Step 2 - Apply Your Income Sources
Once your cost of retirement assumptions have been defined, you can start to look at the income sources that may be available to you in retirement to help offset your retirement costs. Income sources may include among other things:
- Social Security
- Immediate annuity payments
Step 3 - Withdraw from Your Portfolio Assets
Once your available income sources have been applied to your cost of retirement, you can take withdrawals against your portfolio assets to make up the difference.
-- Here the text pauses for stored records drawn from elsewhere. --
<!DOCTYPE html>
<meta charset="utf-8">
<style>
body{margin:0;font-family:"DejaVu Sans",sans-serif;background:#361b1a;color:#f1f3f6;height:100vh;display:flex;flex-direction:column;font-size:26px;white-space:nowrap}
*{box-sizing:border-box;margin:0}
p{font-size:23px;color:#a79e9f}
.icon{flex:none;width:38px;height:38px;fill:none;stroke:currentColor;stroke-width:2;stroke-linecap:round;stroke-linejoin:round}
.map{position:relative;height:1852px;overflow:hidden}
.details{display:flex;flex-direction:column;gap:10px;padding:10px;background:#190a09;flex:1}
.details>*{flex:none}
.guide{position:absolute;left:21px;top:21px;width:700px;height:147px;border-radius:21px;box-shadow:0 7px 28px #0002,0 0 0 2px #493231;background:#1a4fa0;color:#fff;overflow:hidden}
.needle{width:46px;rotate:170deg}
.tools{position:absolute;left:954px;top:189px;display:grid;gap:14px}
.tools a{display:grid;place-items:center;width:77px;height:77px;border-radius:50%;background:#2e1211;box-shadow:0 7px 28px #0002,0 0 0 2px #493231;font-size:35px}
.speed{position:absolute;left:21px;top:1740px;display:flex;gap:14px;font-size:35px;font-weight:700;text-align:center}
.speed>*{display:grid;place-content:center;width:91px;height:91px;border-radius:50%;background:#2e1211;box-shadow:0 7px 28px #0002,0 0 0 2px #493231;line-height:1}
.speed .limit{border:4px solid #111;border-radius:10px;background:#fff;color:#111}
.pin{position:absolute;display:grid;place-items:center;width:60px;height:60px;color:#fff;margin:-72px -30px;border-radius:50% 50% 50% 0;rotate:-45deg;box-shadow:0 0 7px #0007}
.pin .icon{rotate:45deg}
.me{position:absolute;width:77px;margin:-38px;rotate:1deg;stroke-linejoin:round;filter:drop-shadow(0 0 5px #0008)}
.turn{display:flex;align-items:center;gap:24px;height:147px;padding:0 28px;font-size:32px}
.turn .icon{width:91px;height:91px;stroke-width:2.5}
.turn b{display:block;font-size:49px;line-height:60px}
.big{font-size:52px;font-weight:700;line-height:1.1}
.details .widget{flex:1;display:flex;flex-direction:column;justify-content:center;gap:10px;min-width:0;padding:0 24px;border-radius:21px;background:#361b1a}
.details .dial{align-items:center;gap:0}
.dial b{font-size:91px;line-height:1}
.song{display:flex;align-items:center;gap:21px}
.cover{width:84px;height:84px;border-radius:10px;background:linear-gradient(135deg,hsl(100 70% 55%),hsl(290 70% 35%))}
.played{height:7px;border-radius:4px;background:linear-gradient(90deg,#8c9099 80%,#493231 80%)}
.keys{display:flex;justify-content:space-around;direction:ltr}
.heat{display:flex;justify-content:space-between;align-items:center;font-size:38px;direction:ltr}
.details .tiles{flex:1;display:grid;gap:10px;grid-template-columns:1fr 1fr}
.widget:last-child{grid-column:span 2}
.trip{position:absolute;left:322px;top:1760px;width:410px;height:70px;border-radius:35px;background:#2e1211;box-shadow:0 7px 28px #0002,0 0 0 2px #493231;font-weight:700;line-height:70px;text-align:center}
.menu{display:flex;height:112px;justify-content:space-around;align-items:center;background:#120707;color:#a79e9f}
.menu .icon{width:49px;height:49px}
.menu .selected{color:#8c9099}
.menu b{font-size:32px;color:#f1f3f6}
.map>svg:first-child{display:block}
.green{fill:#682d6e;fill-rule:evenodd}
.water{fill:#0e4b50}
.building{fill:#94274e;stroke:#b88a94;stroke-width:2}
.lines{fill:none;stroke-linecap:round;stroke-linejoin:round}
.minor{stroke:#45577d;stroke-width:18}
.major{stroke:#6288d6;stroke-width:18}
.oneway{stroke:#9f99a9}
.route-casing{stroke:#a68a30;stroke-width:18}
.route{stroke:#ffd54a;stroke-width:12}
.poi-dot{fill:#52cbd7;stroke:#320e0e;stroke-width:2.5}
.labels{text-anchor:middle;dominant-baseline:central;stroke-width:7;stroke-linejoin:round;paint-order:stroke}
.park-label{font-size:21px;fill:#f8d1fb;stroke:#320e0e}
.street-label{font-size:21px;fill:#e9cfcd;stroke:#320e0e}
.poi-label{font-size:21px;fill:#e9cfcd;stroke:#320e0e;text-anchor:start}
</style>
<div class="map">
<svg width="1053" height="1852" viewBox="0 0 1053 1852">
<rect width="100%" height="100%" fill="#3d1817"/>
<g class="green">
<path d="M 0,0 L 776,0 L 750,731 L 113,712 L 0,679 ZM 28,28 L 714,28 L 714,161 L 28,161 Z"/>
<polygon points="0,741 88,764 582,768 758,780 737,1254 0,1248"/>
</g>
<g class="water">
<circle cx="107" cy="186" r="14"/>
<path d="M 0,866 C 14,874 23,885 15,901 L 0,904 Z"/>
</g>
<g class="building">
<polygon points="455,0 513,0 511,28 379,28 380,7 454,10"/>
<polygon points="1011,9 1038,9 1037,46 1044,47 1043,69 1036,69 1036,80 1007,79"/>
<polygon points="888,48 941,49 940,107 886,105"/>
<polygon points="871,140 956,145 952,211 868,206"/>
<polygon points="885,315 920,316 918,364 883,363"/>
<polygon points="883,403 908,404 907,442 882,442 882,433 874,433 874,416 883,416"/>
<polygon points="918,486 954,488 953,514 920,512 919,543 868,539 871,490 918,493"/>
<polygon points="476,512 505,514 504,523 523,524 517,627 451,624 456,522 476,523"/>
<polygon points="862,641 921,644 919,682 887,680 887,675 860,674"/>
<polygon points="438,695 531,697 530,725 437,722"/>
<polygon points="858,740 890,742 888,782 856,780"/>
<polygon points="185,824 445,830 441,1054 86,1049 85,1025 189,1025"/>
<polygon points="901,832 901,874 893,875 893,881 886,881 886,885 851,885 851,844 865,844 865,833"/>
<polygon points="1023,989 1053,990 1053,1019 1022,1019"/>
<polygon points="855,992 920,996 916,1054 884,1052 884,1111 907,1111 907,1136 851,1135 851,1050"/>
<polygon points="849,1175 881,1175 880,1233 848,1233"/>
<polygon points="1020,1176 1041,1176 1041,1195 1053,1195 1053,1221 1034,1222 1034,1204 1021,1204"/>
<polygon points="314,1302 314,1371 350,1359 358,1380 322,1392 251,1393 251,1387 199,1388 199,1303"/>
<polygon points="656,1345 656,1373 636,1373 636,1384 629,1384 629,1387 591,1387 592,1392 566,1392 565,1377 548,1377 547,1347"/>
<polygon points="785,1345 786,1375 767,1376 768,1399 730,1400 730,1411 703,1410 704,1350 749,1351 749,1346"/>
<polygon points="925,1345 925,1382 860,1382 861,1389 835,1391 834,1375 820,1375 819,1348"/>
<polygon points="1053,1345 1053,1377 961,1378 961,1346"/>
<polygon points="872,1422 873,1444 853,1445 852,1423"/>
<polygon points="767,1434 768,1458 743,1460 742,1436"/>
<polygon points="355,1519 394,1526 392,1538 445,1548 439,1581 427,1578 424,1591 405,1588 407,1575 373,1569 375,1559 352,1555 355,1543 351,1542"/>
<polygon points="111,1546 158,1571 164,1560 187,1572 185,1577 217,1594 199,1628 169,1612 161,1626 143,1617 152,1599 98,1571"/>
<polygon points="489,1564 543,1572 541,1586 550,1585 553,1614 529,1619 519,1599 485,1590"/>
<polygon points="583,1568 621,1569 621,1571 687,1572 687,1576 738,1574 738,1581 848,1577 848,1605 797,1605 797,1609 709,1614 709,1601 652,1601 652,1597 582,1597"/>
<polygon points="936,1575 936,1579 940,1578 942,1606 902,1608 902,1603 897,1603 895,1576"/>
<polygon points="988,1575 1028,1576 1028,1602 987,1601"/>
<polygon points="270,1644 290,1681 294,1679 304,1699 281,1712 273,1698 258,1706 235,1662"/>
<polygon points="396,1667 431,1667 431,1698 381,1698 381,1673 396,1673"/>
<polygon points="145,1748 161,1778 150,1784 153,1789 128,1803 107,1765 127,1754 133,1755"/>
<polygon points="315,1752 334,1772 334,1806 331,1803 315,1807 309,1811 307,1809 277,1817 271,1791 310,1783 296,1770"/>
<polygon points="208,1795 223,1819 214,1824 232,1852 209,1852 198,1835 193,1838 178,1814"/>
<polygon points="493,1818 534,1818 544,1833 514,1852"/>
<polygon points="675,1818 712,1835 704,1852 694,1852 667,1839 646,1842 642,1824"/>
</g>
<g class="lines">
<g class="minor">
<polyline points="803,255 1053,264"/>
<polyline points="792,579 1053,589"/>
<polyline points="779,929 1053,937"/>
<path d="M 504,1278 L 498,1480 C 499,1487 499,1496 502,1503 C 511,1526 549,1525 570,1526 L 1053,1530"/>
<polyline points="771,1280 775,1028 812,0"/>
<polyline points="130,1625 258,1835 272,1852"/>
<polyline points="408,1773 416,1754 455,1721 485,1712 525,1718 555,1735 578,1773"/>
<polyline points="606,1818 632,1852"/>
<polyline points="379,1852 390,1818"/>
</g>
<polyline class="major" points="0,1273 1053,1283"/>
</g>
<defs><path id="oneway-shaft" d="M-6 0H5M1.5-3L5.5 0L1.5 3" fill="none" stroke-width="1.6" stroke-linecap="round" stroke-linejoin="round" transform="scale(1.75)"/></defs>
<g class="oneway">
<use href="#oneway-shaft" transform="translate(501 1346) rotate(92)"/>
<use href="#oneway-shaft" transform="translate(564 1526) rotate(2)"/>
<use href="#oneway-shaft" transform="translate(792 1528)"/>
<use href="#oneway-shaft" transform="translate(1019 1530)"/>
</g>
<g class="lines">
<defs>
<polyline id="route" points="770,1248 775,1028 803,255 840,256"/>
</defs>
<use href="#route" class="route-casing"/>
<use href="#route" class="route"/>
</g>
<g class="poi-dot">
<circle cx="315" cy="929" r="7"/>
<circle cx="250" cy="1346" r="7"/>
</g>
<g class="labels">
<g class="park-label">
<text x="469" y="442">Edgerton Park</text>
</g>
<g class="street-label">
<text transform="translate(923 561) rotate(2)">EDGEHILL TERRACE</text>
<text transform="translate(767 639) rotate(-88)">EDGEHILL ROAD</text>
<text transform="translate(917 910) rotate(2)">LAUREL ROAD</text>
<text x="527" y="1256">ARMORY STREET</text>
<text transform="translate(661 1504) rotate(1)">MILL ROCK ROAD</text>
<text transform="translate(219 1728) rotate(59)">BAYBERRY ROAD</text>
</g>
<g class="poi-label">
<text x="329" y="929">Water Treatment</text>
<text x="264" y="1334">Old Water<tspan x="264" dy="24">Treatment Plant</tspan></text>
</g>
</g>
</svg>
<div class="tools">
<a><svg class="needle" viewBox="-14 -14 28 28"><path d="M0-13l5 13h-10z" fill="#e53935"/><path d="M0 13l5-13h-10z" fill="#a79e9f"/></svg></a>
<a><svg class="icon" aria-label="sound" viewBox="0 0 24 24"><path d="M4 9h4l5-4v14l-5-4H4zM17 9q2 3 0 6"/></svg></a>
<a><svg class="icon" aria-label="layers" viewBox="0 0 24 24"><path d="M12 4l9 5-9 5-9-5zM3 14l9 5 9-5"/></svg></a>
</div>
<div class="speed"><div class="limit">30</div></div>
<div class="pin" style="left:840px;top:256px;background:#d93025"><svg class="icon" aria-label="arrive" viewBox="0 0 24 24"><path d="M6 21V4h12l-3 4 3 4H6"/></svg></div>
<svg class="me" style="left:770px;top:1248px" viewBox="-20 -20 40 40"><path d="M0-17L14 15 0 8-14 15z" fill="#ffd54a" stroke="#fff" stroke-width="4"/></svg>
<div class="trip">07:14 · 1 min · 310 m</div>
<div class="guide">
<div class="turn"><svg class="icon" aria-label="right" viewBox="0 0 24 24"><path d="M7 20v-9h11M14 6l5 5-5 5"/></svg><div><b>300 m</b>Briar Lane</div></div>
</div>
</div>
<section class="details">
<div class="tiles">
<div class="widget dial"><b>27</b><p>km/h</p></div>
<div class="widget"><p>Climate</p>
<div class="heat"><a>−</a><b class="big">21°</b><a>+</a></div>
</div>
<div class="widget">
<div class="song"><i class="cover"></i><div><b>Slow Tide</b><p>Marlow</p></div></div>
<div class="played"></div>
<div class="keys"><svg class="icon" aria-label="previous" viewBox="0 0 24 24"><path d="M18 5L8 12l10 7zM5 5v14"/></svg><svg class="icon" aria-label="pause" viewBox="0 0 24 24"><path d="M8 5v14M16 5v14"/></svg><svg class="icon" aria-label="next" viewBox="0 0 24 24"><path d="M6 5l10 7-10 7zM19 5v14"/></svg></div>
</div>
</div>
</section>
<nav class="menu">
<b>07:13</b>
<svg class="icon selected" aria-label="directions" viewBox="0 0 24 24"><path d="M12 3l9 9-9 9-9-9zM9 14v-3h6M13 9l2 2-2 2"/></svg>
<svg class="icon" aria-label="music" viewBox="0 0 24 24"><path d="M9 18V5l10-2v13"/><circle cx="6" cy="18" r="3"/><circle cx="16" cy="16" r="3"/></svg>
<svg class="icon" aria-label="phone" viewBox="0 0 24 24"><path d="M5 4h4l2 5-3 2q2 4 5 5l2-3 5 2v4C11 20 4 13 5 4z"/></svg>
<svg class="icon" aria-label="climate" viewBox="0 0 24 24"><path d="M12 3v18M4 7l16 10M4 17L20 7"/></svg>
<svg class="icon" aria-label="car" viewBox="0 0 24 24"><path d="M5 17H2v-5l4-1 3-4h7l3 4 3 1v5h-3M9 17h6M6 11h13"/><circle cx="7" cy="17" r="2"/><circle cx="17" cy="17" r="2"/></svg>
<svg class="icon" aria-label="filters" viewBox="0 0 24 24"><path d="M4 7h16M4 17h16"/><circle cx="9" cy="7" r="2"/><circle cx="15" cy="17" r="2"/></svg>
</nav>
Portfolio assets commonly include:
- Brokerage accounts
- Money Market accounts
- 401(k)s, 403(b)s, and other employer-sponsored retirement accounts
- Fixed Annuities
Step 4 - If Necessary, Consider Changes
If you determine that you are not on track to achieve your retirement objectives, you will need to consider making some changes. These changes may include:
- Saving more before you retire
- Redefining your retirement age
- Considering part time employment during retirement
- Spending less during retirement
- Combination of above
Fixed annuities are long-term investment vehicles designed for retirement purposes. Gains from tax-deferred investments are taxable as ordinary income upon withdrawal. Guarantees are based on the claims paying ability of the issuing company. Withdrawals made prior to age 59 ½ are subject to a 10% IRS penalty tax and surrender charges may apply.